Archstone, the No. 2 U.S. apartment REIT behind Equity Residential EQR.N, is considered to have one of the top portfolios of apartments and projects under development, concentrated in the Washington D.C., New York, Boston, Southern California, Seattle and San Francisco Bay areas.
As of May 1, Archstone-Smith had 222.9 million shares outstanding, according to filings with the U.S. Securities and Exchange Commission. Based on that total, the deal would be valued at $13.5 billion, or $60.75 per share.
The companies have said the total value, including the assumption and refinancing of Archstone-Smith’s outstanding debt and excluding transaction costs, was $22.2 billion.
Archstone declined to provide additional details.
The per-share price represents a 22.7-percent premium over the share price on May 24, when The REIT Newshound, an industry newsletter, published a note concerning a possible deal.
“That’s a really decent price,” Richard Imperiale, portfolio manager of the Forward Progressive Real Estate Fund, which owns Archstone shares, adding that it was unclear whether the deal included the company’s fairly sizable development pipeline.
“Add that to the mix, you can probably squeeze out another $3 or $4 per share, potentially,” he said.
Green Street Advisors analyst Craig Leupold, however, said he found the offer price low.
“To see shareholders being paid what I would argue is a very slim or insignificant premium to underlying real estate value and basically giving up the entire operating platform and development platform, I view as disappointing,” he said.

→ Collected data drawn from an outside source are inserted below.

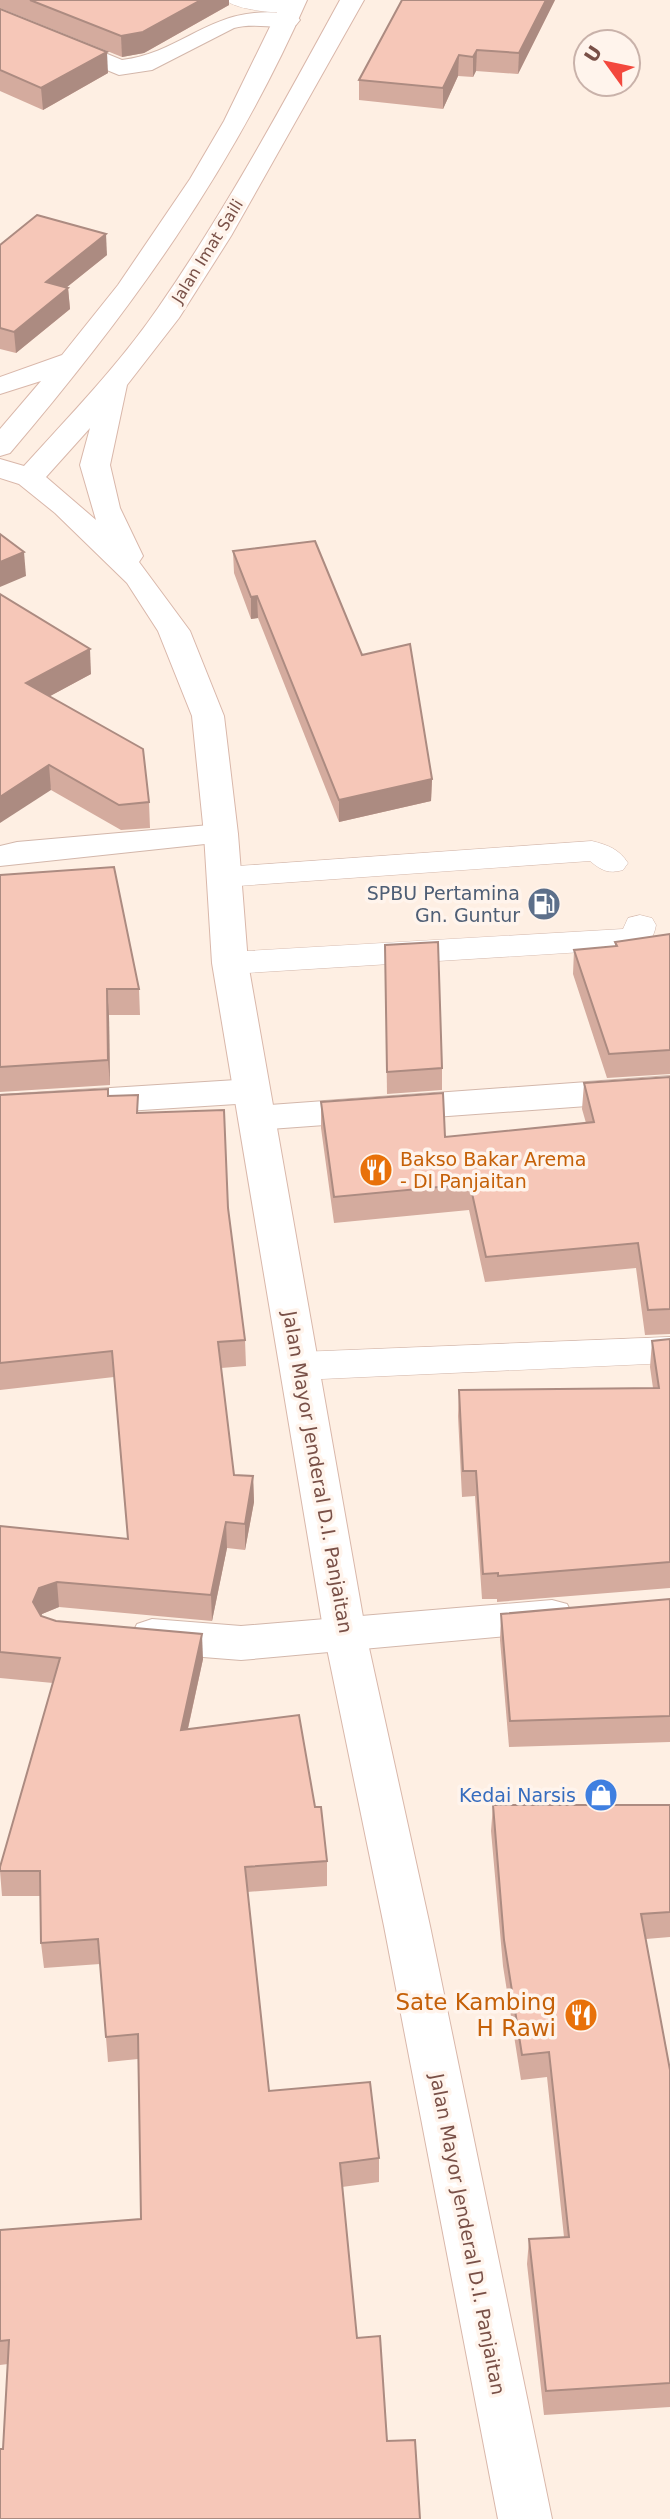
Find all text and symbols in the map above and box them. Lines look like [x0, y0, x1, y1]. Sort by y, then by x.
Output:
north arrow [572, 28, 642, 98]
text: U [579, 41, 606, 66]
street label: Jalan Imat Saili [167, 196, 247, 308]
place label: SPBU Pertamina Gn. Guntur [367, 882, 520, 926]
fuel station icon: SPBU Pertamina Gn. Guntur [525, 885, 563, 923]
place label: Bakso Bakar Arema - DI Panjaitan [400, 1148, 586, 1192]
restaurant icon: Bakso Bakar Arema - DI Panjaitan [357, 1151, 395, 1189]
street label: Jalan Mayor Jenderal D.I. Panjaitan [279, 1308, 357, 1635]
shop icon: Kedai Narsis [582, 1776, 620, 1814]
place label: Kedai Narsis [459, 1784, 576, 1806]
place label: Sate Kambing H Rawi [395, 1989, 556, 2041]
restaurant icon: Sate Kambing H Rawi [562, 1996, 600, 2034]
street label: Jalan Mayor Jenderal D.I. Panjaitan [426, 2071, 510, 2397]

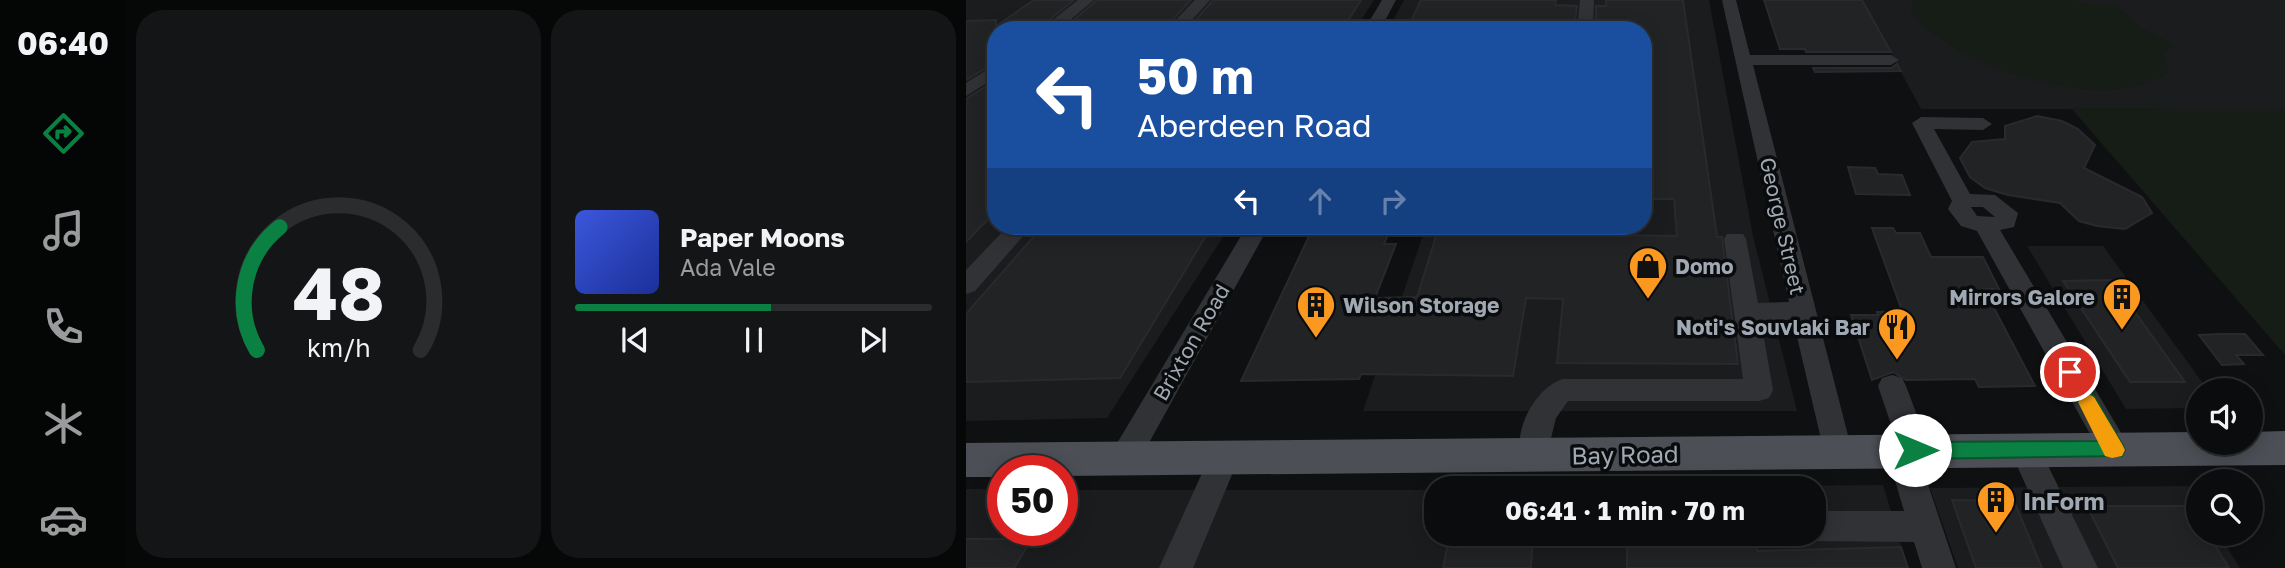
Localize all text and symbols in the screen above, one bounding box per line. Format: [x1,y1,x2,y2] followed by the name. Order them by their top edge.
[17,24,109,62] text: 06:40
[1137,46,1254,105] text: 50 m
[1022,49,1113,140] icon: left
[1137,106,1372,144] text: Aberdeen Road
[39,109,88,158] icon: directions
[1755,155,1811,297] street label: George Street
[1228,182,1266,220] icon: left
[1301,182,1339,220] icon: ahead
[1374,182,1412,220] icon: right
[39,206,88,255] icon: music
[680,222,845,253] text: Paper Moons
[1627,245,1669,300] shop icon: Domo
[292,249,385,336] text: 48
[680,253,776,281] text: Ada Vale
[1675,253,1734,279] place label: Domo
[2101,276,2143,331] building icon: Mirrors Galore
[1147,279,1235,405] street label: Brixton Road
[1295,284,1337,339] building icon: Wilson Storage
[1949,284,2095,310] place label: Mirrors Galore
[1343,292,1499,318] place label: Wilson Storage
[39,302,88,351] icon: phone
[1876,306,1918,361] restaurant icon: Noti's Souvlaki Bar
[1676,314,1870,340] place label: Noti's Souvlaki Bar
[616,321,654,359] icon: previous
[735,321,773,359] icon: pause
[854,321,892,359] icon: next
[307,332,370,363] text: km/h
[2040,342,2100,402] pin
[2051,353,2089,391] icon: arrive
[2186,378,2263,546] map controls
[2186,378,2263,455] button: sound
[39,399,88,448] icon: climate
[1878,413,1952,487] position arrow
[1571,439,1679,469] street label: Bay Road
[987,455,1078,546] speed limit sign: 50
[2186,469,2263,546] button: search
[1975,479,2017,534] building icon: InForm
[2023,486,2105,515] place label: InForm
[39,495,88,544] icon: car
[1505,495,1745,526] text: 06:41 · 1 min · 70 m

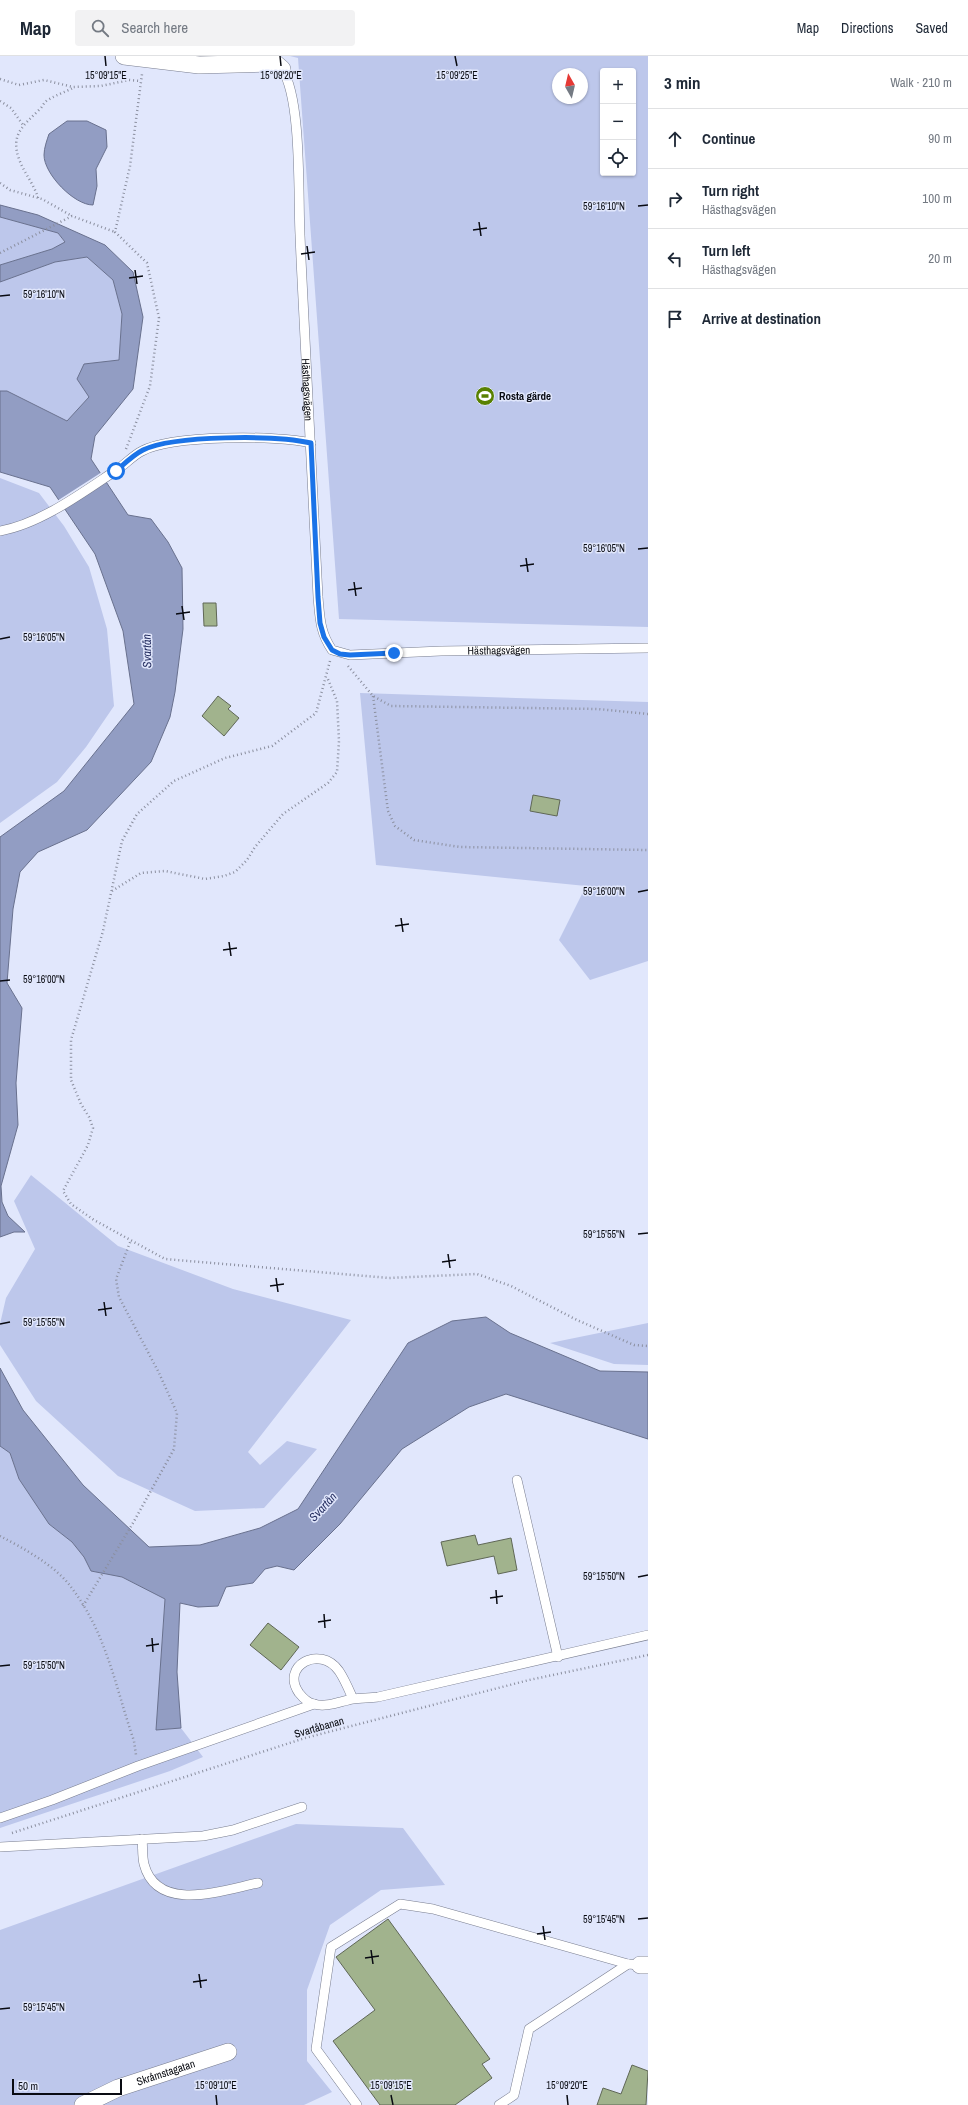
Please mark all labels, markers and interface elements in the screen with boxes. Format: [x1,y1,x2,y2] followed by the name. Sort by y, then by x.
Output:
[75,10,355,46] search box
[20,15,51,41] text: Map
[89,17,111,39] icon: search
[121,17,188,38] text: Search here
[797,19,819,37] text: Map
[841,19,893,37] text: Directions
[915,19,948,37] text: Saved
[552,68,588,104] north arrow
[600,68,636,176] map controls
[600,68,636,104] button: +
[85,69,127,82] text: 15°09'15"E
[260,69,302,82] text: 15°09'20"E
[436,69,478,82] text: 15°09'25"E
[664,71,700,94] text: 3 min
[890,74,952,91] text: Walk · 210 m
[600,104,636,140] button: −
[664,128,686,150] icon: ahead
[702,128,755,149] text: Continue
[928,130,952,147] text: 90 m
[600,140,636,176] button: locate
[702,180,759,201] text: Turn right
[664,188,686,210] icon: right
[922,190,952,207] text: 100 m
[583,200,625,213] text: 59°16'10"N
[702,201,776,218] text: Hästhagsvägen
[702,240,750,261] text: Turn left
[664,248,686,270] icon: left
[928,250,952,267] text: 20 m
[702,261,776,278] text: Hästhagsvägen
[23,288,65,301] text: 59°16'10"N
[664,308,686,330] icon: arrive
[702,308,821,329] text: Arrive at destination
[299,358,316,421] street label: Hästhagsvägen
[474,385,496,407] sports icon: Rosta gärde
[499,389,551,403] place label: Rosta gärde
[107,462,125,480] route start
[583,542,625,555] text: 59°16'05"N
[23,631,65,644] text: 59°16'05"N
[139,634,155,668] water label: Svartån
[467,643,530,658] street label: Hästhagsvägen
[385,644,403,662] route end
[583,885,625,898] text: 59°16'00"N
[23,973,65,986] text: 59°16'00"N
[583,1228,625,1241] text: 59°15'55"N
[23,1316,65,1329] text: 59°15'55"N
[306,1489,340,1525] water label: Svartån
[583,1570,625,1583] text: 59°15'50"N
[23,1659,65,1672] text: 59°15'50"N
[292,1713,346,1741] street label: Svartåbanan
[583,1913,625,1926] text: 59°15'45"N
[23,2001,65,2014] text: 59°15'45"N
[135,2056,197,2089] street label: Skråmstagatan
[12,2077,122,2096] scale bar
[18,2079,38,2093] text: 50 m
[195,2079,237,2092] text: 15°09'10"E
[370,2079,412,2092] text: 15°09'15"E
[546,2079,588,2092] text: 15°09'20"E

The trust’s California properties, which constitute just under 40 percent of its holdings, shave about $3 per share from the price because the new owners would have to pay higher real estate taxes there, Leupold said.
Archstone shares closed at $61.42, up 11 percent, or $6.19 on the New York Stock Exchange, signaling that a better offer may appear.
The deal also lifted many other apartment REITs. The company's closest rival, AvalonBay Communities Inc. AVB.N, saw its shares close up $8.20, or 7 percent, to $127.10. Equity Residential EQR.N shares rose $3.20, or 6.7 percent, to $50.75, and Apartment Investment and Management Co.AIV.N closed up $2.62, or 5 percent, at $54.66.
Archstone said its board of trustees unanimously approved the deal, which still needs Archstone shareholders’ approval.
R. Scot Sellers, Archstone’s chairman and chief executive, will continue to play a role at the newly-formed company.
The deal continues the trend of private buyers acquiring large portfolios of properties by buying entire publicly traded real estate companies. In February, Blackstone Group acquired office REIT Equity Office for $23 billion, plus the assumption of debt, which brought the total value of the deal to roughly $39 billion.
But the Archstone deal marks a departure because most of the companies that have already been in play have needed some corporate or portfolio restructuring, which the public market usually does not relish.
“I think the low-hanging fruit is gone,” Imperiale said. “Now the quality portfolios with the good operators are being sought out. It’s not Blackstone repositioning the portfolio.”
Tishman Speyer last year agreed to buy New York City's largest apartment complex, Stuyvesant Town and Peter Cooper Village, for $5.4 billion from MetLife Inc. MET.N
Tishman also owns New York’s Rockefeller Center and the Chrysler Building. Additionally, the company invests abroad, and Archstone’s acquisition last year of German residential property buyer Deutsche WohnAnlage GmbH may be a good fit.
“Now it becomes a pure real estate deal, and the leverage and the cost of capital are driving these type of deals -- very low cost of capital and a fair amount of leverage that makes the equity return look pretty attractive,” Imperiale said.
Morgan Stanley, Lehman Brothers and Bank of America all served as financial advisers on the transaction.